From the Gerenal equation of quadratic equation ax^2+bx +c =0 From the rules in finding the roots in quadratic equation... The sum of two roots r1 + r2 =-b/a and the products of two roots r1.r2=c/a So you have a given equation of quadratic equation which is x^2-2x +a =0 Your a=1;b=-2; c=a one root is given let say that is r1=6 to find the 2nd root. So r1 + r2 =-b/a 6 + r2 =-(-2)/1 r2= 2-6 r2=-4 ans. To find a=>c Take the product of the roots r1.r2=c/a 6.-4=c=>a a=-24 So the equation would be x^2 -2x -24=0 To check by factoring the equation you have( x-6)(×+4)=0 X1=6 which is the first root X2=-4 which is the second root.
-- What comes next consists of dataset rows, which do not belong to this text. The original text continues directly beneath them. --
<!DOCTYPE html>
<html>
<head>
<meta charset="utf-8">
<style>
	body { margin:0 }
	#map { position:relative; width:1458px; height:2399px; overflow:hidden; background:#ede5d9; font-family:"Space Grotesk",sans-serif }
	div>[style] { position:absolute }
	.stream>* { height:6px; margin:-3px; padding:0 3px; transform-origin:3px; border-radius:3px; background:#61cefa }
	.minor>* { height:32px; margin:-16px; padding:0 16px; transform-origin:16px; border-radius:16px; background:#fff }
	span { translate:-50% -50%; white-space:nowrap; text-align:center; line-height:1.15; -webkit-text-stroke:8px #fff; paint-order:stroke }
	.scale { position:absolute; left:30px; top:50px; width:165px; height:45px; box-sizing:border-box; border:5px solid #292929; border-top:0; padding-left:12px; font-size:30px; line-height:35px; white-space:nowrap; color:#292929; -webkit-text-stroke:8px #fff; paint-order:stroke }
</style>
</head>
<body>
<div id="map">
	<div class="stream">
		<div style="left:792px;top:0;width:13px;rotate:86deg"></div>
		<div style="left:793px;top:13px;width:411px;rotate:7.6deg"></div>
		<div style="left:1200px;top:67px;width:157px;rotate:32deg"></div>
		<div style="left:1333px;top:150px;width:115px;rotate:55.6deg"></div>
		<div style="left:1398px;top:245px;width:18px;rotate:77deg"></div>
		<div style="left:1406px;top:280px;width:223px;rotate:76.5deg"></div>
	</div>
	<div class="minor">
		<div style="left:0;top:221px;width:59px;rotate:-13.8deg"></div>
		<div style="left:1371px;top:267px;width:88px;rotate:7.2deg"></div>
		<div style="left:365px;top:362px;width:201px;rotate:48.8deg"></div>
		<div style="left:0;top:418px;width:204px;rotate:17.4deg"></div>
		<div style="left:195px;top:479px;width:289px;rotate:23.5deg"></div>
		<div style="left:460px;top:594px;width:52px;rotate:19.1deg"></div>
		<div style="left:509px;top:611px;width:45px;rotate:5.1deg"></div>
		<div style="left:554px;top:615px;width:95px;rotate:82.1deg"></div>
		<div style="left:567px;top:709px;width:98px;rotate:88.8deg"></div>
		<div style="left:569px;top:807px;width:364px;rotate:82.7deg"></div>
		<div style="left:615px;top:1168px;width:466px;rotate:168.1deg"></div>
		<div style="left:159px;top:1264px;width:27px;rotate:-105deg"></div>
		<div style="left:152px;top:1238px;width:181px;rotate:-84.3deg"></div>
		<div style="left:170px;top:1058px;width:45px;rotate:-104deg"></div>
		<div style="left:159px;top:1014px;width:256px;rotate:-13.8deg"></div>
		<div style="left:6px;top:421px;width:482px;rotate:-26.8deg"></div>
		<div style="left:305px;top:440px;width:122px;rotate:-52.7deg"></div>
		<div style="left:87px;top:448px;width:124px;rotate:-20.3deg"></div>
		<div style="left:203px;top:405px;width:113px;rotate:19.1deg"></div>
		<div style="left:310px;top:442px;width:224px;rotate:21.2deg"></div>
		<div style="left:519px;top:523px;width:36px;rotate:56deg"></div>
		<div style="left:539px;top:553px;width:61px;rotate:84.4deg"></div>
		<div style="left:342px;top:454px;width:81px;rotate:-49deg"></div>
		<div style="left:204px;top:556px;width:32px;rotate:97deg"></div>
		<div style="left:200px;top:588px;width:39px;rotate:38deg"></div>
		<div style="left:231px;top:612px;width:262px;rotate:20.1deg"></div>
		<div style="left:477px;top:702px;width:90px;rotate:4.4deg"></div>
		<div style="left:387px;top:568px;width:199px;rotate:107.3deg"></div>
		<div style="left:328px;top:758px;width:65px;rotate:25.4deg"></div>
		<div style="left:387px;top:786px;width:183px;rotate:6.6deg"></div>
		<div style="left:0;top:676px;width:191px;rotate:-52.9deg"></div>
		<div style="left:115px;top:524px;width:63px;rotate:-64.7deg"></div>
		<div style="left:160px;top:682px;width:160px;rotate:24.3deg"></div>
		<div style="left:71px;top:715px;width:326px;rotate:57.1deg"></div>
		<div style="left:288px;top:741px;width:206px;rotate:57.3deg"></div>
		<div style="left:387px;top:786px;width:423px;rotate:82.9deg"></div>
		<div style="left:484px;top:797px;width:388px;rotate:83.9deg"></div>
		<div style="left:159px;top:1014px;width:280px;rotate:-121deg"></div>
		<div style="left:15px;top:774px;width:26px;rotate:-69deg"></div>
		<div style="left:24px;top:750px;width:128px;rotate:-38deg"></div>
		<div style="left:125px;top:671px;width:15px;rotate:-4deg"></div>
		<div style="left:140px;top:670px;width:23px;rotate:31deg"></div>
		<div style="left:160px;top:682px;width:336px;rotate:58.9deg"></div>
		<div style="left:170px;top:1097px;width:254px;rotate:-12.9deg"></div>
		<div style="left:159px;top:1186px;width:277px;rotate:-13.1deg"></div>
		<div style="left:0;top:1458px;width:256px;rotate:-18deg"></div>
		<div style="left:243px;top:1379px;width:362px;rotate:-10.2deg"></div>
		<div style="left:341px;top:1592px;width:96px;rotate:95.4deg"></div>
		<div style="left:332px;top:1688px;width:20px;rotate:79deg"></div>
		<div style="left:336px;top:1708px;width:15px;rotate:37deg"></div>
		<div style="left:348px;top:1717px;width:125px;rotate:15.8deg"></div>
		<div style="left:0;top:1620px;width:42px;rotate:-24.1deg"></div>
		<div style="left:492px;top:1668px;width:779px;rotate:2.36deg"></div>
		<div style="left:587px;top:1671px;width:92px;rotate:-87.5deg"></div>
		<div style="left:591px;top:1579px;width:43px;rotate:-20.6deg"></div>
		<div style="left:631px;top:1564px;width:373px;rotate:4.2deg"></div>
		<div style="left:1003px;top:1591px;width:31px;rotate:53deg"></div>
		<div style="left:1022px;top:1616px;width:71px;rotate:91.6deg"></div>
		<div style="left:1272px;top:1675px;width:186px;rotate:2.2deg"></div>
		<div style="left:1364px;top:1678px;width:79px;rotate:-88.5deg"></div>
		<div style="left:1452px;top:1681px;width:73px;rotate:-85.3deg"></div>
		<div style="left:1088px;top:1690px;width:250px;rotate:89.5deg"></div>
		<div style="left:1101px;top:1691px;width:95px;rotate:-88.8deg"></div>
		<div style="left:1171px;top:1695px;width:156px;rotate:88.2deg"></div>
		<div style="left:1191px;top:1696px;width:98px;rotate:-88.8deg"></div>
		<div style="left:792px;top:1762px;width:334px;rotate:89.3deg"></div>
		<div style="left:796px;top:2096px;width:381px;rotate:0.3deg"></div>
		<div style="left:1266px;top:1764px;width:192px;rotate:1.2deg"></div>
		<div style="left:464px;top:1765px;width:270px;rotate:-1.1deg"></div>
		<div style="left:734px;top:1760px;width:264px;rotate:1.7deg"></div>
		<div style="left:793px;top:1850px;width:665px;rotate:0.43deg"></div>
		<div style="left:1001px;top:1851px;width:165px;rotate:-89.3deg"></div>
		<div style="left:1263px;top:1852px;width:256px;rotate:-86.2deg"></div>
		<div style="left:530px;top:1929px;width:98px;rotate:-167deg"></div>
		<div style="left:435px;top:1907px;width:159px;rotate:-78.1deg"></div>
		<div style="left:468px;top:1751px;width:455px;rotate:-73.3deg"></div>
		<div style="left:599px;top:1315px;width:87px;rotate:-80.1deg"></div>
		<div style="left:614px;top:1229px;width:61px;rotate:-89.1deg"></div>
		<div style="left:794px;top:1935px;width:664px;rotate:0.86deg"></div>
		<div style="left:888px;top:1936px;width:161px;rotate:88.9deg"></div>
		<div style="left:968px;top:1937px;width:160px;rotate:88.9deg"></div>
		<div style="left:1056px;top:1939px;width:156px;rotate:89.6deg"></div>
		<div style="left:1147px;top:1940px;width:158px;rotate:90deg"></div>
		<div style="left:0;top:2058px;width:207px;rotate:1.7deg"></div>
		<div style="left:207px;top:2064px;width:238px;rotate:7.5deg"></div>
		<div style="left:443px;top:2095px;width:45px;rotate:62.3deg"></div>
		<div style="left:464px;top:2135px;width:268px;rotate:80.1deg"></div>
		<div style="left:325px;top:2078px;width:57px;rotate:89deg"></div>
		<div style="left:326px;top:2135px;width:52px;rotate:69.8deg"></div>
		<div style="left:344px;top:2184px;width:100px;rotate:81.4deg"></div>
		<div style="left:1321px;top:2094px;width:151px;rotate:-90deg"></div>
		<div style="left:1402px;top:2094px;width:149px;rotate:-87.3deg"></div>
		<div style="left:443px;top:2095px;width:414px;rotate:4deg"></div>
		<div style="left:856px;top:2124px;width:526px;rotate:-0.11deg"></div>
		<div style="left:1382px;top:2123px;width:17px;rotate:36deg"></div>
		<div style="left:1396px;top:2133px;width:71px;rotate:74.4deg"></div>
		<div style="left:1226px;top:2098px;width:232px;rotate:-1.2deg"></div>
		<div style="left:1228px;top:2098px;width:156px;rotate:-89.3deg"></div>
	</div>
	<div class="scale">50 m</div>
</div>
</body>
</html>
we know that x^2+2x+1 has a line of symmetry at x=1 and that changing the last coefficient won't change the line of symmetry so if one root of x^2+2x+a is 6 then the other is an equal distance from 1 and since 6-1=5 then the other root is 1-5 which is -4

We know that:

${ x }_{ 1 }+{ x }_{ 2 }=\frac { -b }{ a }$ And we have:

${ x }_{ 1 }=6$ $b=-2$ $a=1$ So:

${ x }_{ 2 }=\frac { -b }{ a } -{ x }_{ 1 }$ ${ x }_{ 2 }=\frac { 2 }{ 1 } -6$ $\boxed{{ x }_{ 2 }=-4}$

(x-6)(x+4) = 0; So, x - 6 = 0 & x + 4=0; x=6 & x=-4

First, use 6 to substitute x and find the value of a

Then 6^2-2x6+a=0

36-12+a=0

24+a=0

a=-24

Use the quadratic formula to find the other root

......(Can't type radicals)

The other root is -4

(6)^2 - 2 (6) + a = 0

a = - 24

x^2 - 2 x - 24 = 0

(x + 4)(x - 6) = 0

x = -4 or x = 6

The other root is -4

Knowing that 6 is one of the roots, you can plug it into the equation and solve for a first. After that, solve this quadratic equation.